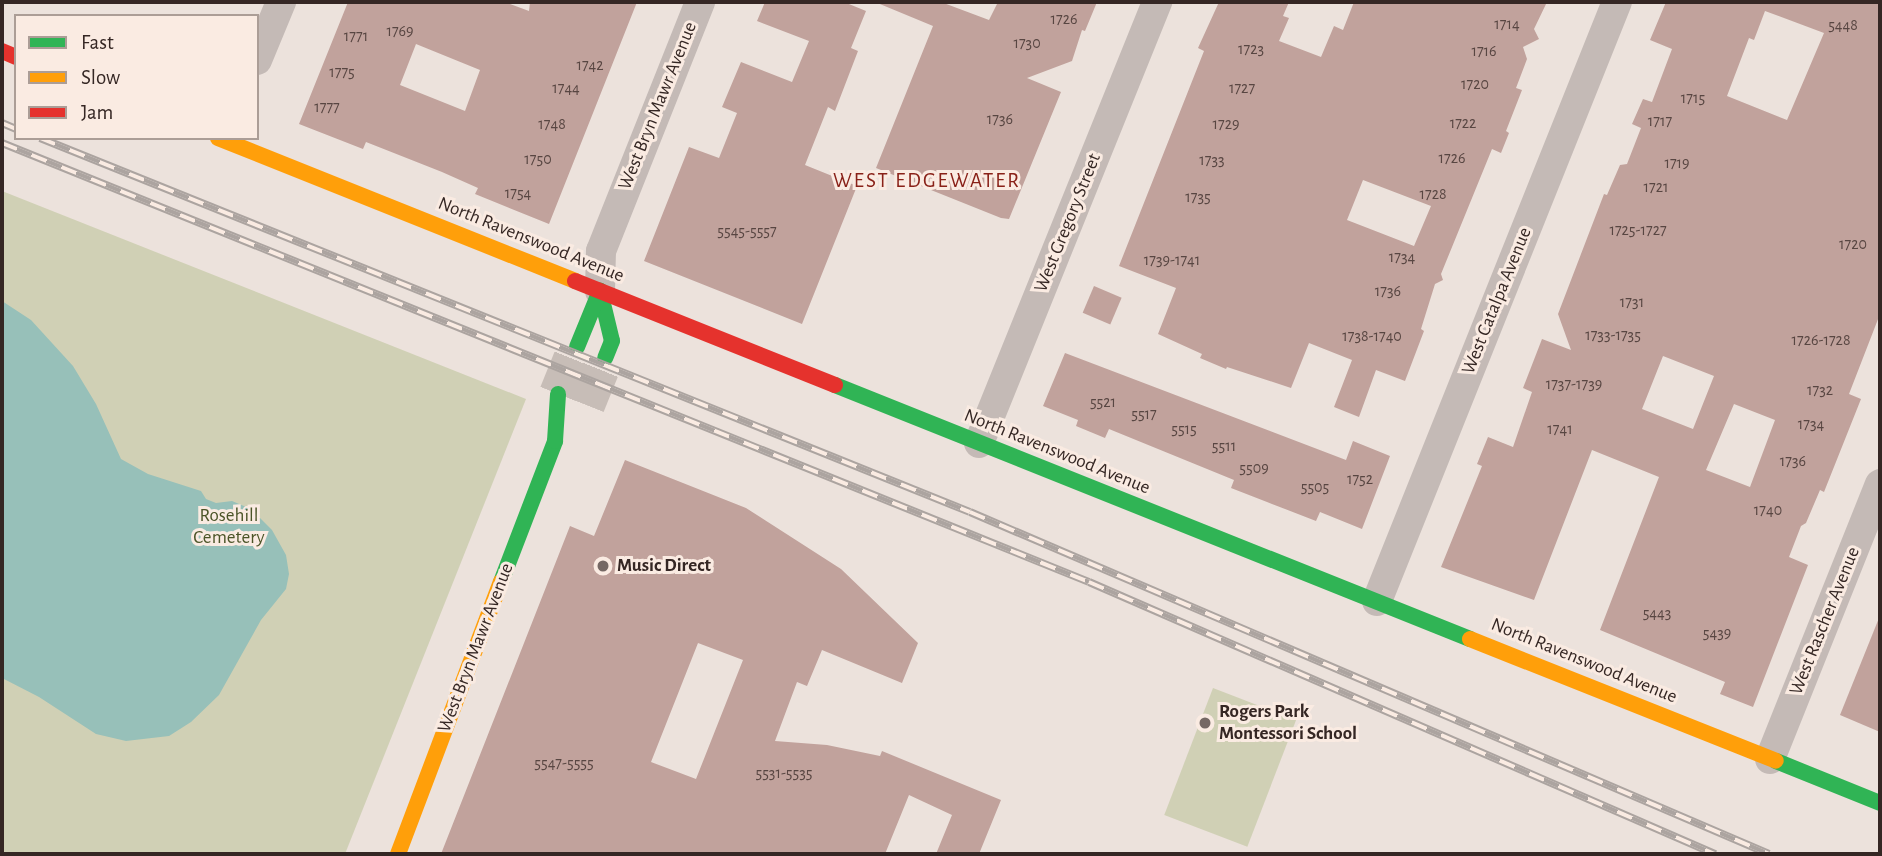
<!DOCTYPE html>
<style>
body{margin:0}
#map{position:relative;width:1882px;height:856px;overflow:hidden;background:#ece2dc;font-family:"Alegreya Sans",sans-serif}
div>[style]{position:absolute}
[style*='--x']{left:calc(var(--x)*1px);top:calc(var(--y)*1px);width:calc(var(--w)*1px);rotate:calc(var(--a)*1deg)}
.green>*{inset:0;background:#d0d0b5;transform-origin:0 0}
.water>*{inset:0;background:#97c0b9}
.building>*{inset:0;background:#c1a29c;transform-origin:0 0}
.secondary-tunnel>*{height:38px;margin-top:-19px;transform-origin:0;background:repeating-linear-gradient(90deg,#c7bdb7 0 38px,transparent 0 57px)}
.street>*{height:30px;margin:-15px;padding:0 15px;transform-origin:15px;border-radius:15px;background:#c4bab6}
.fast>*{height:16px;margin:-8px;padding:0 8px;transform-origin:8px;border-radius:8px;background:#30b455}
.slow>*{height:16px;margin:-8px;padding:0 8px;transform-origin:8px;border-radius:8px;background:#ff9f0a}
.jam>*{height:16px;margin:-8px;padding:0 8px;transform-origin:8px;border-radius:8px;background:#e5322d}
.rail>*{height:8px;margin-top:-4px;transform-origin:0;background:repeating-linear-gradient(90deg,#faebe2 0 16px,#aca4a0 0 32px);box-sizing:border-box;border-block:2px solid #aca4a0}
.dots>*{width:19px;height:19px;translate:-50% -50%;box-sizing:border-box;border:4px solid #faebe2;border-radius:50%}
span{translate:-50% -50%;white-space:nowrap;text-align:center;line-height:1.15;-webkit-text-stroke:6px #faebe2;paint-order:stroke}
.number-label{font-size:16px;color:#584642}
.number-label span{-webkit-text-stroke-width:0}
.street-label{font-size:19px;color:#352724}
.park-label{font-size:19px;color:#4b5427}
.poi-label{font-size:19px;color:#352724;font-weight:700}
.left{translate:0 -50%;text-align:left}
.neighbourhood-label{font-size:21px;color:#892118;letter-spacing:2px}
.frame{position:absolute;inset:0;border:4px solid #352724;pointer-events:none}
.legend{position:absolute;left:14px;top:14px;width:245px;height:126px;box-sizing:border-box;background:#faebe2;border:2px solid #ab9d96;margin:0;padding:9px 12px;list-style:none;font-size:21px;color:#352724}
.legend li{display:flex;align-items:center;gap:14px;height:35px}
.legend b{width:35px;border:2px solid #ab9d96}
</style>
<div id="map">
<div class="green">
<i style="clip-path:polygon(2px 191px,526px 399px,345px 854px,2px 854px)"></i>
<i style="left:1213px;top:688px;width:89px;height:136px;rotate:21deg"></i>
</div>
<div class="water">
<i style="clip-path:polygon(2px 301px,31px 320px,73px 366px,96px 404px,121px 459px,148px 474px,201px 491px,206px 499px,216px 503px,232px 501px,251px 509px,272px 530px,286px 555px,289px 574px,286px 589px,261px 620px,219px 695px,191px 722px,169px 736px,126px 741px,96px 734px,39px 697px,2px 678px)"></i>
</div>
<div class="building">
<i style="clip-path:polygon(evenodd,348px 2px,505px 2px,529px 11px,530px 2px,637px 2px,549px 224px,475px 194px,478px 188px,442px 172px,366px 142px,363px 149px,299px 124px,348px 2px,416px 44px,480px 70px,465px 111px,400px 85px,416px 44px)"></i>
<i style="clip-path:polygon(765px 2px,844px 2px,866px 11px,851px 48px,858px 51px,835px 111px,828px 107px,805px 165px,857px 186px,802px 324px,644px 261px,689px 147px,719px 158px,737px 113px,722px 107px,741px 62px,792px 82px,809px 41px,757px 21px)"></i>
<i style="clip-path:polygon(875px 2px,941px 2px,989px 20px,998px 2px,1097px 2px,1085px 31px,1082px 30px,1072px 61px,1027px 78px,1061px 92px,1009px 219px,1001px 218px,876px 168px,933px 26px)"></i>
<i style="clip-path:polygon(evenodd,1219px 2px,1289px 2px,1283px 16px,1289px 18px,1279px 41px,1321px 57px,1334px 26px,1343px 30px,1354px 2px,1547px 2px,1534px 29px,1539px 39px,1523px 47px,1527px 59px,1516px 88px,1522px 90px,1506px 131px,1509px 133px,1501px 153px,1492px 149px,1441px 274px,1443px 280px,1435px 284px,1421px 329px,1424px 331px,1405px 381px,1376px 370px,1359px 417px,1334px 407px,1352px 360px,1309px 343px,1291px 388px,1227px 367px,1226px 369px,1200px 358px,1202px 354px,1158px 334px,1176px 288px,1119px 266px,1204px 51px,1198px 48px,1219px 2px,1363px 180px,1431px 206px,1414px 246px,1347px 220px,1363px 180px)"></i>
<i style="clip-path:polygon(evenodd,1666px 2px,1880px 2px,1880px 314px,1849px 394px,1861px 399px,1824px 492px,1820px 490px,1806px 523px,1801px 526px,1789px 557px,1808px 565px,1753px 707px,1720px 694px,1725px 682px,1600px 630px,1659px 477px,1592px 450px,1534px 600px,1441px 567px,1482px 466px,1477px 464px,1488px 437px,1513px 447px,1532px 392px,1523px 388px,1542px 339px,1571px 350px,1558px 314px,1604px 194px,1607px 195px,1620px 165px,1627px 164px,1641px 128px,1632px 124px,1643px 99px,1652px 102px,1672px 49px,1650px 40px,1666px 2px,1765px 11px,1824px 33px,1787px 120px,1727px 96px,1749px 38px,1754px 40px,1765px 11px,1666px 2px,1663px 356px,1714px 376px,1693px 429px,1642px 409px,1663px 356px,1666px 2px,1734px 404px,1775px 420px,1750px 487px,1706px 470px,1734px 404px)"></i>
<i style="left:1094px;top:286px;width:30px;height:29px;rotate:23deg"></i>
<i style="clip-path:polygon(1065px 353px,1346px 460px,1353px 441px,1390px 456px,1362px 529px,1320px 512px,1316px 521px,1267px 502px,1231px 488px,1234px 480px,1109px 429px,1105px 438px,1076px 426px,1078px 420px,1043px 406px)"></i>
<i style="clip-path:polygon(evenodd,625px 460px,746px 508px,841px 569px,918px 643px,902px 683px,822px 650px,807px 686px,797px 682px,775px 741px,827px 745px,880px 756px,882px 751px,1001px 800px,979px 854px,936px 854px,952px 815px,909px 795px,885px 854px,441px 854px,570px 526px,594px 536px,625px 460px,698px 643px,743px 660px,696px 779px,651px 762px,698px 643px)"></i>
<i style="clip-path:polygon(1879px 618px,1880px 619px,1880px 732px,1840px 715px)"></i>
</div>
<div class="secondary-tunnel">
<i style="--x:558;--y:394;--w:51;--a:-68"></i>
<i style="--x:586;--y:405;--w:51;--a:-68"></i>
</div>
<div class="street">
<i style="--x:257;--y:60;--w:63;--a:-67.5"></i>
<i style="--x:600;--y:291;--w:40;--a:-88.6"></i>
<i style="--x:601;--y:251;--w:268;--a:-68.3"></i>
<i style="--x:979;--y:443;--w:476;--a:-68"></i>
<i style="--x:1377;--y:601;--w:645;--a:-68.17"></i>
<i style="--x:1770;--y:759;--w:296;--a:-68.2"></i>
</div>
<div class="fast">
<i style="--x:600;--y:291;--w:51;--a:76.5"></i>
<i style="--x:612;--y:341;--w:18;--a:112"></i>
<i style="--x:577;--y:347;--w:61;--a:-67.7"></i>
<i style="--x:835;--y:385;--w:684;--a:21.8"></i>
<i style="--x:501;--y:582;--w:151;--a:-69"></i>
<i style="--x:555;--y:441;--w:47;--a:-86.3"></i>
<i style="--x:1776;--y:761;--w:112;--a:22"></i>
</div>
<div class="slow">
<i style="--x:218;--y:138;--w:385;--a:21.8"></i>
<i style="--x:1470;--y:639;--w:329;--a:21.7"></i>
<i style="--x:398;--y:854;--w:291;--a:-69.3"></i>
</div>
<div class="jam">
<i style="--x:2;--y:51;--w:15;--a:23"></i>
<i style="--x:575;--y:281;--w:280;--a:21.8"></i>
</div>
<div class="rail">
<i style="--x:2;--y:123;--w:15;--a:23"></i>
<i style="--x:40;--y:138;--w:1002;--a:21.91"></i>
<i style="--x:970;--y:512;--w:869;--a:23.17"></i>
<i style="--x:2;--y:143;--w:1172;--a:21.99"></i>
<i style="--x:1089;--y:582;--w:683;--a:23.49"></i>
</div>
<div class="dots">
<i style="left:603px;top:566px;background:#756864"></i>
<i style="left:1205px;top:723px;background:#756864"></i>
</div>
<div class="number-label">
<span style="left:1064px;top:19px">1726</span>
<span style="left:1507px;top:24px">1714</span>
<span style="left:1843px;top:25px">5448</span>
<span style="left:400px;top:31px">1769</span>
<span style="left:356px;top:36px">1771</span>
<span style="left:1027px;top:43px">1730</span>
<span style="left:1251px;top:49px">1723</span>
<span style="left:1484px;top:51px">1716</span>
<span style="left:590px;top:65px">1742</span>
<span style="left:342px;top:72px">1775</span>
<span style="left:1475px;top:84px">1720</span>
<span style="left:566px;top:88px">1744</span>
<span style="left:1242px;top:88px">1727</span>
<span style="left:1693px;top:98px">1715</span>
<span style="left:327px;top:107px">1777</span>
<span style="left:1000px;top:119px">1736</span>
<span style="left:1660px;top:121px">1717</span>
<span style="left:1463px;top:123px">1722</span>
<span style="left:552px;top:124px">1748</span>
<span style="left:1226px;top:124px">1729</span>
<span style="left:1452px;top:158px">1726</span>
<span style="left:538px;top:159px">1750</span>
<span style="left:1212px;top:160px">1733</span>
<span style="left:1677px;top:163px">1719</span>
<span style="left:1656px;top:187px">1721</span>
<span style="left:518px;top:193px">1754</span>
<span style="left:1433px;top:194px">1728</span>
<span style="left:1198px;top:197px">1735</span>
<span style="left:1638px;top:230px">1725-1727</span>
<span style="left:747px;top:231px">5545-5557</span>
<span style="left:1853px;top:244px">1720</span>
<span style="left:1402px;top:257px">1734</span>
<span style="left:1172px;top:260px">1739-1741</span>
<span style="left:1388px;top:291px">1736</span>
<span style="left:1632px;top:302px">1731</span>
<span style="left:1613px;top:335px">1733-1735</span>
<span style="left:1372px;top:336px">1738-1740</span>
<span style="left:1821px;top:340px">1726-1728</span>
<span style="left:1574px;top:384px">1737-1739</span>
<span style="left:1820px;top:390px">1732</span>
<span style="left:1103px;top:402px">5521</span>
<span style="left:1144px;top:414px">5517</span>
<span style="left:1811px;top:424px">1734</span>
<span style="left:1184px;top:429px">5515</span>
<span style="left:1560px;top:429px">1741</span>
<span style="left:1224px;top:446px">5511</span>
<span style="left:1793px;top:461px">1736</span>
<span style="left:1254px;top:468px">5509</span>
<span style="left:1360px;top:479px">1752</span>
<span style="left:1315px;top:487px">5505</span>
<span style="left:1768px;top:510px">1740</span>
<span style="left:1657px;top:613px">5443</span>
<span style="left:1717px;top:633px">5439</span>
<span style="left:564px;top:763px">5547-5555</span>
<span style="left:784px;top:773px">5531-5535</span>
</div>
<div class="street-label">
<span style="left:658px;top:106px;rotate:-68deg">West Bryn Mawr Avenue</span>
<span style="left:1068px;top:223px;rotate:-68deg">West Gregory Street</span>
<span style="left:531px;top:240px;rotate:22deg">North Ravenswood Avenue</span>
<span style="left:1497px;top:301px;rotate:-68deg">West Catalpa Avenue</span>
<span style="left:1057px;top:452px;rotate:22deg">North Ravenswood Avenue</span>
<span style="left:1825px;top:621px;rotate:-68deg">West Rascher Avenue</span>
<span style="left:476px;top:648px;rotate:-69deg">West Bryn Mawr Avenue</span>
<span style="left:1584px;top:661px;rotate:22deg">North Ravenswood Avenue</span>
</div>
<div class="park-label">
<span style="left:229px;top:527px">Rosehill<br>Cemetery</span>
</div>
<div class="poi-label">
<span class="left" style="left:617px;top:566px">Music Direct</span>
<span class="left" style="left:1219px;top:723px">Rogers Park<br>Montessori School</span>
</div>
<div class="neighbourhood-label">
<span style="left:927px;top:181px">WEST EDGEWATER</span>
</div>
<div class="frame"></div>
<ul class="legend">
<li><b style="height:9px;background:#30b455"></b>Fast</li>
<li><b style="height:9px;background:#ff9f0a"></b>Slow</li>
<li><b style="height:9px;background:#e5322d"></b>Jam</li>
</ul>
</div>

### Task instructions
Every line where "text" appears must be returned from the listing above.

### Solution to this problem
span{translate:-50% -50%;white-space:nowrap;text-align:center;line-height:1.15;-webkit-text-stroke:6px #faebe2;paint-order:stroke}
.number-label span{-webkit-text-stroke-width:0}
.left{translate:0 -50%;text-align:left}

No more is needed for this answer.